*What to produce*.
Every line of the data that includes "baseline" should be copied out.
++++ Extracted information
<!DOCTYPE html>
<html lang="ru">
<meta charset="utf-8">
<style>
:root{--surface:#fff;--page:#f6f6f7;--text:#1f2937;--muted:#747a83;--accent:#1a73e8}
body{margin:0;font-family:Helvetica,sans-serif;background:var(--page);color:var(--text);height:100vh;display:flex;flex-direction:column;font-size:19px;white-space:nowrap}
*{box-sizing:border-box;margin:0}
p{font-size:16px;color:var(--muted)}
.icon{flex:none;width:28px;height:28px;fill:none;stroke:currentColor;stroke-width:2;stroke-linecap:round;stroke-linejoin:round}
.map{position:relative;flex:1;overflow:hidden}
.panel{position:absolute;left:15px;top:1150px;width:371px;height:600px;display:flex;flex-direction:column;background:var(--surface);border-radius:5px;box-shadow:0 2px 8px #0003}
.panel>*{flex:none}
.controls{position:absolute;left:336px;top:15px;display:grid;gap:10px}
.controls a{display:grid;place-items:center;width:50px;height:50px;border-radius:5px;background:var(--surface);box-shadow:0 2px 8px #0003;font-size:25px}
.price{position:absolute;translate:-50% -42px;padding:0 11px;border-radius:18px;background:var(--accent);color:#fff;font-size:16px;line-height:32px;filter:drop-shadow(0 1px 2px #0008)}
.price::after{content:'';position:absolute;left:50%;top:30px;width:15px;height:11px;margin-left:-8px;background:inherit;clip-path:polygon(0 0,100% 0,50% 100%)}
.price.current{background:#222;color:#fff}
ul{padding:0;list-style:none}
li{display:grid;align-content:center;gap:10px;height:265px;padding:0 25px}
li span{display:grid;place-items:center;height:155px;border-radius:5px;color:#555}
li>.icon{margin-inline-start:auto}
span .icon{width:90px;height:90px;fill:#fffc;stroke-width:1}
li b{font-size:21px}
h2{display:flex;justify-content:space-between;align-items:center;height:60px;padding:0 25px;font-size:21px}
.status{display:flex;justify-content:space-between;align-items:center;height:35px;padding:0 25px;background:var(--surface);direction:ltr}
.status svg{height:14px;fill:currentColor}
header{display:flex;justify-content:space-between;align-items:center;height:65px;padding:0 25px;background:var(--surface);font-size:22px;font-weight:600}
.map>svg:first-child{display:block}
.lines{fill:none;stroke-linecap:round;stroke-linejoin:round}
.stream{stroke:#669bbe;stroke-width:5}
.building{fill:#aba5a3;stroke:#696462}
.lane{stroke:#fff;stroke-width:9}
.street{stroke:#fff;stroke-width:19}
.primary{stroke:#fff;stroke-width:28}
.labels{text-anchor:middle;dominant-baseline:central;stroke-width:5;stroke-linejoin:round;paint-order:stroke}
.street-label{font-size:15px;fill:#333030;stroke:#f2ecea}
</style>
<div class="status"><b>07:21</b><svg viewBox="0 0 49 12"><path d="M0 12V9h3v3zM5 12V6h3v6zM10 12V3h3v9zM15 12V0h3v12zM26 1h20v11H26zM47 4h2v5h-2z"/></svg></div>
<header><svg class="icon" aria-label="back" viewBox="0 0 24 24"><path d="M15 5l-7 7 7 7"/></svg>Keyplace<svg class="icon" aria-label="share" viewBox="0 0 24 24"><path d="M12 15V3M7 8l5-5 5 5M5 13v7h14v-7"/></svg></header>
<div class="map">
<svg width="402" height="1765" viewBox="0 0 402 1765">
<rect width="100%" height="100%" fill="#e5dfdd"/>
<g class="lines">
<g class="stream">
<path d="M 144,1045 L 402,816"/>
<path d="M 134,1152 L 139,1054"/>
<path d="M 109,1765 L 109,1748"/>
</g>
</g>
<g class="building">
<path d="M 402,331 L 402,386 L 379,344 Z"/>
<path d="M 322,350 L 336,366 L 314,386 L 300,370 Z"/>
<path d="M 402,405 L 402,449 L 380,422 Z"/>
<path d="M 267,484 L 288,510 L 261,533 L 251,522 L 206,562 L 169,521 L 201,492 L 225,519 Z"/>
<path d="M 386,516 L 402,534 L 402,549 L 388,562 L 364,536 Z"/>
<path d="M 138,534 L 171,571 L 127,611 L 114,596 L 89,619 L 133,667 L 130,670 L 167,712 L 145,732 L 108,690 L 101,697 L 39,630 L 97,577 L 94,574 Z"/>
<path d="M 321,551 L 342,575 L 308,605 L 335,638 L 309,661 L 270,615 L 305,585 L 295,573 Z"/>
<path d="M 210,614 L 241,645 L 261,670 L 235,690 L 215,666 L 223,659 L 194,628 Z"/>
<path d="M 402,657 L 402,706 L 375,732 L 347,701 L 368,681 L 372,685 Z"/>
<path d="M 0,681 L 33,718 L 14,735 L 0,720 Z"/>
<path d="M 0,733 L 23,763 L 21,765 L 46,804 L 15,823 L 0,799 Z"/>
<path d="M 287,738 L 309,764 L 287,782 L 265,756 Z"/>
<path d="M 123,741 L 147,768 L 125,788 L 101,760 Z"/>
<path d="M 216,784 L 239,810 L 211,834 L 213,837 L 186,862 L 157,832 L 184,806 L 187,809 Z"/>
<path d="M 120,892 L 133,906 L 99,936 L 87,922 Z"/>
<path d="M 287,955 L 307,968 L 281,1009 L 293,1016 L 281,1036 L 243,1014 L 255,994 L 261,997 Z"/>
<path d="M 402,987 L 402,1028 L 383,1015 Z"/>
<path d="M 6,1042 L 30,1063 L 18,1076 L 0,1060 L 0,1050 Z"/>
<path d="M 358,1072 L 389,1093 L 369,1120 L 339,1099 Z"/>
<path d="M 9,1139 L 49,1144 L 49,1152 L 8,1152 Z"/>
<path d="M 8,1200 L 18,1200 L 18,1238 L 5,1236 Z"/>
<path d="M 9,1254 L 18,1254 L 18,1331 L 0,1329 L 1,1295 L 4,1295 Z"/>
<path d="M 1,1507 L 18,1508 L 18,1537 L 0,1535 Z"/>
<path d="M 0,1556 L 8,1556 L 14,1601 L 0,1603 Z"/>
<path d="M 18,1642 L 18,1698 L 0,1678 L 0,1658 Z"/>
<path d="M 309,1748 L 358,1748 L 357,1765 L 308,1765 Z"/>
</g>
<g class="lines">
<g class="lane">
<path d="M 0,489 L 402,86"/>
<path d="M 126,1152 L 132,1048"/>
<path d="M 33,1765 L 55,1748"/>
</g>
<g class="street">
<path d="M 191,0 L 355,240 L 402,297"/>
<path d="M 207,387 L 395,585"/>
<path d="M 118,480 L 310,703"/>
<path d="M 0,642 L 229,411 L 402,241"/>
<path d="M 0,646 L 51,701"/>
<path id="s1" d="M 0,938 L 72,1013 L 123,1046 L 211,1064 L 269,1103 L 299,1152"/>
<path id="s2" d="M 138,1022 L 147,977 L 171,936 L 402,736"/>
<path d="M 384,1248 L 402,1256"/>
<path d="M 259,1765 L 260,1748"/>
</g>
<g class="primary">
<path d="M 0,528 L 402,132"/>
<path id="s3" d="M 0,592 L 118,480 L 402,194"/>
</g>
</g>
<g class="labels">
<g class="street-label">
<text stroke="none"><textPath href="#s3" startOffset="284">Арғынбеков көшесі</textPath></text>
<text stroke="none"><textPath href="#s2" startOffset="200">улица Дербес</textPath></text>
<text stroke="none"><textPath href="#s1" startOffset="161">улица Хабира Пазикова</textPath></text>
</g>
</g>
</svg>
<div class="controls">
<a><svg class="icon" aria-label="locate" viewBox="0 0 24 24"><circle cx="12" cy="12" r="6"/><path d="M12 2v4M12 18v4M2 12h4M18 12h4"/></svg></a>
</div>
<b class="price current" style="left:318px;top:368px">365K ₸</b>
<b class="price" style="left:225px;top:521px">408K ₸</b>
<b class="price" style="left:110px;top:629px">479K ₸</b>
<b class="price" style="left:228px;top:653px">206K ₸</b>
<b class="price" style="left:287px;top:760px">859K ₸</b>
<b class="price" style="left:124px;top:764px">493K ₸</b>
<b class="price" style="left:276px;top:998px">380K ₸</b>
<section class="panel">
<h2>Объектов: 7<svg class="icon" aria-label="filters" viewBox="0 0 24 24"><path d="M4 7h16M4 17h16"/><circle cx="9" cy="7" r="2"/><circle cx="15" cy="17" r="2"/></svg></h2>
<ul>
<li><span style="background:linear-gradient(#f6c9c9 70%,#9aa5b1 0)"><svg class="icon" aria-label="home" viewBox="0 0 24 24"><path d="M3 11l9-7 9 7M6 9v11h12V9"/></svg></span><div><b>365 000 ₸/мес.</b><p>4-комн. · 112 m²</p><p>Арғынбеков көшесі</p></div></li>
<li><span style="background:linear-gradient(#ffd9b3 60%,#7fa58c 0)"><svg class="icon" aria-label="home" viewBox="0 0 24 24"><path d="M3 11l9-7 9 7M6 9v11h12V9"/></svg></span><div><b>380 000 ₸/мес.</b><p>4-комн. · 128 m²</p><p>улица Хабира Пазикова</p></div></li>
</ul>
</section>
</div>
++++++++
++++ Extracted information
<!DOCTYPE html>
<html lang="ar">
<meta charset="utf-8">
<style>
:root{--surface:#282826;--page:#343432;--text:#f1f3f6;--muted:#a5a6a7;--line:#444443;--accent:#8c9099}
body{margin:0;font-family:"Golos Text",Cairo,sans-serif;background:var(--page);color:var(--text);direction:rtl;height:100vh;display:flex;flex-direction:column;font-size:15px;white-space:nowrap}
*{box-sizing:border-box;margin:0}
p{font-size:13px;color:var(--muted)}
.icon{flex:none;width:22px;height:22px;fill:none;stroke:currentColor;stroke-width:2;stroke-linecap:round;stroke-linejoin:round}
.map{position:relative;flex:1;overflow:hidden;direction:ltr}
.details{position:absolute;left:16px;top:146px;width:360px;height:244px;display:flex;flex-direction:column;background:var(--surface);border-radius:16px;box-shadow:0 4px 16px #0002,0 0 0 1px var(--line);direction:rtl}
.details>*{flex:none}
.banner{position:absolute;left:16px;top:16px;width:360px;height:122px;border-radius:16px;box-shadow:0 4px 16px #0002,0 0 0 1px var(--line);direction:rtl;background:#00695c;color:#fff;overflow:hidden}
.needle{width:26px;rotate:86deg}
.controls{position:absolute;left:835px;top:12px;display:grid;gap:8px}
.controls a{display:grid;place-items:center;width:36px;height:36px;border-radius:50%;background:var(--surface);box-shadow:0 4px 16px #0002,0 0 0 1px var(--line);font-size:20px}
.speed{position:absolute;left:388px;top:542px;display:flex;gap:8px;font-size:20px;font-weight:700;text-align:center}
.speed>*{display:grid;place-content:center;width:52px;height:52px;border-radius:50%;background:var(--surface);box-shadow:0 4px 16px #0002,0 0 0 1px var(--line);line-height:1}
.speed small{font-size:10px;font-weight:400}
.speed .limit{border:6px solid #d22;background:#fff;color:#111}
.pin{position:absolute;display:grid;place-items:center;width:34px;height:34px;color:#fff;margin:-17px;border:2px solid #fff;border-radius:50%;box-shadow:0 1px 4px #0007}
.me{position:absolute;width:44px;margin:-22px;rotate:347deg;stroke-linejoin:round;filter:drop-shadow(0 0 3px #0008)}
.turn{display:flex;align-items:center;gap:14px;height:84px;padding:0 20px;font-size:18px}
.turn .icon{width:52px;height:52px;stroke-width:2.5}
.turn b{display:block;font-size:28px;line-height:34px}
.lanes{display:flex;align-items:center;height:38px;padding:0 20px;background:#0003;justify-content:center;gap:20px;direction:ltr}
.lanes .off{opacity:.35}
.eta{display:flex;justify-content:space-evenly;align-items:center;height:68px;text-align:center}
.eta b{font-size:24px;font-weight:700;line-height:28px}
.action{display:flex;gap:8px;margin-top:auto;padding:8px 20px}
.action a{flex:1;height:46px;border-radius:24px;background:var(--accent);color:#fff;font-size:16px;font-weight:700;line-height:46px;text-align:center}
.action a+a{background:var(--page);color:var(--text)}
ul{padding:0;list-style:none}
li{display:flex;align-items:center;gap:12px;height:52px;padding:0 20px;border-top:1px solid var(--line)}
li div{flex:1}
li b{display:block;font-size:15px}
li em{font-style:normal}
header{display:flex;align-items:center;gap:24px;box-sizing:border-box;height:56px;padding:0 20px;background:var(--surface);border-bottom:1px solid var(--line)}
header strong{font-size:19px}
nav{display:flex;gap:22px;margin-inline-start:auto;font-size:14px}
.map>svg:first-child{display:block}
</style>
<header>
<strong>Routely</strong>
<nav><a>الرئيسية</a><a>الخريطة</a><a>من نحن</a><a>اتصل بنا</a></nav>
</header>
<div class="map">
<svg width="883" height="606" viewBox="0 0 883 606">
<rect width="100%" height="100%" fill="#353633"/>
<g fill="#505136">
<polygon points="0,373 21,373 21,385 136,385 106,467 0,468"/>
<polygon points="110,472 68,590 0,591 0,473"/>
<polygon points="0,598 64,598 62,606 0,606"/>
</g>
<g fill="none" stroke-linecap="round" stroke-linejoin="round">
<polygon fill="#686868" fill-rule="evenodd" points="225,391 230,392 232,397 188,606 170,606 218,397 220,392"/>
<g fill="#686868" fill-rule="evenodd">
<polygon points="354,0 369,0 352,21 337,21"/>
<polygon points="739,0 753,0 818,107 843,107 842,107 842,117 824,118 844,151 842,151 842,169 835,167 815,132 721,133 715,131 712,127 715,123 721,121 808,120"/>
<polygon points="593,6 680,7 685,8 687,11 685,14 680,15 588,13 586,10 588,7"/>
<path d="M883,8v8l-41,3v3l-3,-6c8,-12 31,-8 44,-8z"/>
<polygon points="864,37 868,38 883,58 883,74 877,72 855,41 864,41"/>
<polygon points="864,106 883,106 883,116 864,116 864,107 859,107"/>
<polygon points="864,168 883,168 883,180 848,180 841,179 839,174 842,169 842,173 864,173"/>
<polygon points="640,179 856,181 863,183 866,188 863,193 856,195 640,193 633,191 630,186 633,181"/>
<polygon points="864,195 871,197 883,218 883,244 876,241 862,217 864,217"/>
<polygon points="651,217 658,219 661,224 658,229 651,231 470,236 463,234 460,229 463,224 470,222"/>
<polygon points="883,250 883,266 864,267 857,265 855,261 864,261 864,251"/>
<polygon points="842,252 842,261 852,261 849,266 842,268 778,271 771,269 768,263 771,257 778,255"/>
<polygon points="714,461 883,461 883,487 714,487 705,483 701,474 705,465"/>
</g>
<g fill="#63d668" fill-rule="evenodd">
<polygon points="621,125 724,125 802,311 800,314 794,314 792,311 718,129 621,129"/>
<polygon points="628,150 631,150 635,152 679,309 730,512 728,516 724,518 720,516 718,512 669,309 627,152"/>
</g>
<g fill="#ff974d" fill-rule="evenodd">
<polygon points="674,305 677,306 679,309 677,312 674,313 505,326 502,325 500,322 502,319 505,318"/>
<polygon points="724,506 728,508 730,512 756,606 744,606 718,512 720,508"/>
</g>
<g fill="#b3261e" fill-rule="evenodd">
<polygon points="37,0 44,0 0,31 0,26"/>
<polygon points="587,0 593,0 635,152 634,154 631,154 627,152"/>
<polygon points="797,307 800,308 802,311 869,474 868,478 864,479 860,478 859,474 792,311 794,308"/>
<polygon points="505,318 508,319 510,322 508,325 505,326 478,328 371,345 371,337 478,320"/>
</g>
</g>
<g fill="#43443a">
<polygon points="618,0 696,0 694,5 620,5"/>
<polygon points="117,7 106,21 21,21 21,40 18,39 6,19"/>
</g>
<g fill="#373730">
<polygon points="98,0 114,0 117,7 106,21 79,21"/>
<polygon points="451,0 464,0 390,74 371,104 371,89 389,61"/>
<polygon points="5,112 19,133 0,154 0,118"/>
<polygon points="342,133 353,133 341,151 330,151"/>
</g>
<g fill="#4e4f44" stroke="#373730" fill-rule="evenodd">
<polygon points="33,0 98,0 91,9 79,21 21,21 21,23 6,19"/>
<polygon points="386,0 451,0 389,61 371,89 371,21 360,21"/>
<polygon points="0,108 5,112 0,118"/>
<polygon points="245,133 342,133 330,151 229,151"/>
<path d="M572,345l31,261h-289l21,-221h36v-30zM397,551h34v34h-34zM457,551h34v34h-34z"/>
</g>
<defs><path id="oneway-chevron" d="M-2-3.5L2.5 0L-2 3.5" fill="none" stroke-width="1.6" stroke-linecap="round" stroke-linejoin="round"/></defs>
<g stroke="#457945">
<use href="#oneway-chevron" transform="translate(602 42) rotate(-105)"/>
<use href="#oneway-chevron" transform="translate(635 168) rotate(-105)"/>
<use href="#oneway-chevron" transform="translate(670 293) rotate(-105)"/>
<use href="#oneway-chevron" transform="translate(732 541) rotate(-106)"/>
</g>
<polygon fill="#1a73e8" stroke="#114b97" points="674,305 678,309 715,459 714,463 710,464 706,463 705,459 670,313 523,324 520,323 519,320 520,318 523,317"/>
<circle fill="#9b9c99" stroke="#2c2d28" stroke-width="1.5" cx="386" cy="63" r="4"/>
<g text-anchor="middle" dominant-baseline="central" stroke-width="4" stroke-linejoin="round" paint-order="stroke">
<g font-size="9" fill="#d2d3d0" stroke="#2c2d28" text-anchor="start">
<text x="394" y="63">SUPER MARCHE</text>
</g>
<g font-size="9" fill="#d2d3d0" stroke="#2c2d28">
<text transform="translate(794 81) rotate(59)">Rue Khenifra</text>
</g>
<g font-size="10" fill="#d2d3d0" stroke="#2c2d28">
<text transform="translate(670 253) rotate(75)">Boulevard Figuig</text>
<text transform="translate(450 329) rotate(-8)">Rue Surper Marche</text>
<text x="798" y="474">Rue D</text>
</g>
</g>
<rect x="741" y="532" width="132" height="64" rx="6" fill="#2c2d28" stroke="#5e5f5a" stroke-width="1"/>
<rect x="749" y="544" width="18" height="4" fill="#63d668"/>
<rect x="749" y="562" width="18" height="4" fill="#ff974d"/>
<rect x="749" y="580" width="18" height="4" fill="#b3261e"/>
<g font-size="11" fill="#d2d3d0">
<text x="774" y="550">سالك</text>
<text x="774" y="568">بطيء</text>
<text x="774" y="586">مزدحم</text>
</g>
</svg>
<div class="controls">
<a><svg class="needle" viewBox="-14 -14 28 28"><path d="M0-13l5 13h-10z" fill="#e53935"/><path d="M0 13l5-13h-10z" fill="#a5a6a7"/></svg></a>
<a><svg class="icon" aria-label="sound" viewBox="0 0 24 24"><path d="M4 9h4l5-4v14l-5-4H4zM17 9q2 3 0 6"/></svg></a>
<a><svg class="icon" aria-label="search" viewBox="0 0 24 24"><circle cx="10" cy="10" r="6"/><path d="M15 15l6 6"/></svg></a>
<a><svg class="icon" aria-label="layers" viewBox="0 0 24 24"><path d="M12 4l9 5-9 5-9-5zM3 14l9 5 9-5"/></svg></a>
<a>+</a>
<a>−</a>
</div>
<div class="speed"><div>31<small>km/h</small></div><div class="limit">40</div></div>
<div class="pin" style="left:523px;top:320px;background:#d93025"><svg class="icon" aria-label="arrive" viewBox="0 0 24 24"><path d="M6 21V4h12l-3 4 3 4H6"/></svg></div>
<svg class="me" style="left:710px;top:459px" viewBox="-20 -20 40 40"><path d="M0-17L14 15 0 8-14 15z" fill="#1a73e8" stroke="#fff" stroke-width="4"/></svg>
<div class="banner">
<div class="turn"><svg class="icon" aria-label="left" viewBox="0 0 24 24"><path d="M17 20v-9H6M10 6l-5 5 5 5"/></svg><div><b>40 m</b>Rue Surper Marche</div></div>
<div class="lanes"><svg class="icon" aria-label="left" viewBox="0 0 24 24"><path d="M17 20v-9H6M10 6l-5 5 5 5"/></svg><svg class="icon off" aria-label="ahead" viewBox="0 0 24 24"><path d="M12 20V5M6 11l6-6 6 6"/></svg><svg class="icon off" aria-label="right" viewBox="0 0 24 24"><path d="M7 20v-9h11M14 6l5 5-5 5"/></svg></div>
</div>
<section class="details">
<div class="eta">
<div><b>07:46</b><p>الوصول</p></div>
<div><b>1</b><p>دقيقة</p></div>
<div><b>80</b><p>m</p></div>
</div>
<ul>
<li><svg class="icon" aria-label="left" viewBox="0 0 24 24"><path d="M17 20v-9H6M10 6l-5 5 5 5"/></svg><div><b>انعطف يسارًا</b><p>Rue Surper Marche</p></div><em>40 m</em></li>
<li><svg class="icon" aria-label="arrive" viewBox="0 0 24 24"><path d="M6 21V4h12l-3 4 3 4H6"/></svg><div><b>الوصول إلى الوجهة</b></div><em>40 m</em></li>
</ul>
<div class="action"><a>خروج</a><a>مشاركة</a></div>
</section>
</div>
++++++++
*Exercise solution*.
.labels{text-anchor:middle;dominant-baseline:central;stroke-width:5;stroke-linejoin:round;paint-order:stroke}
<g text-anchor="middle" dominant-baseline="central" stroke-width="4" stroke-linejoin="round" paint-order="stroke">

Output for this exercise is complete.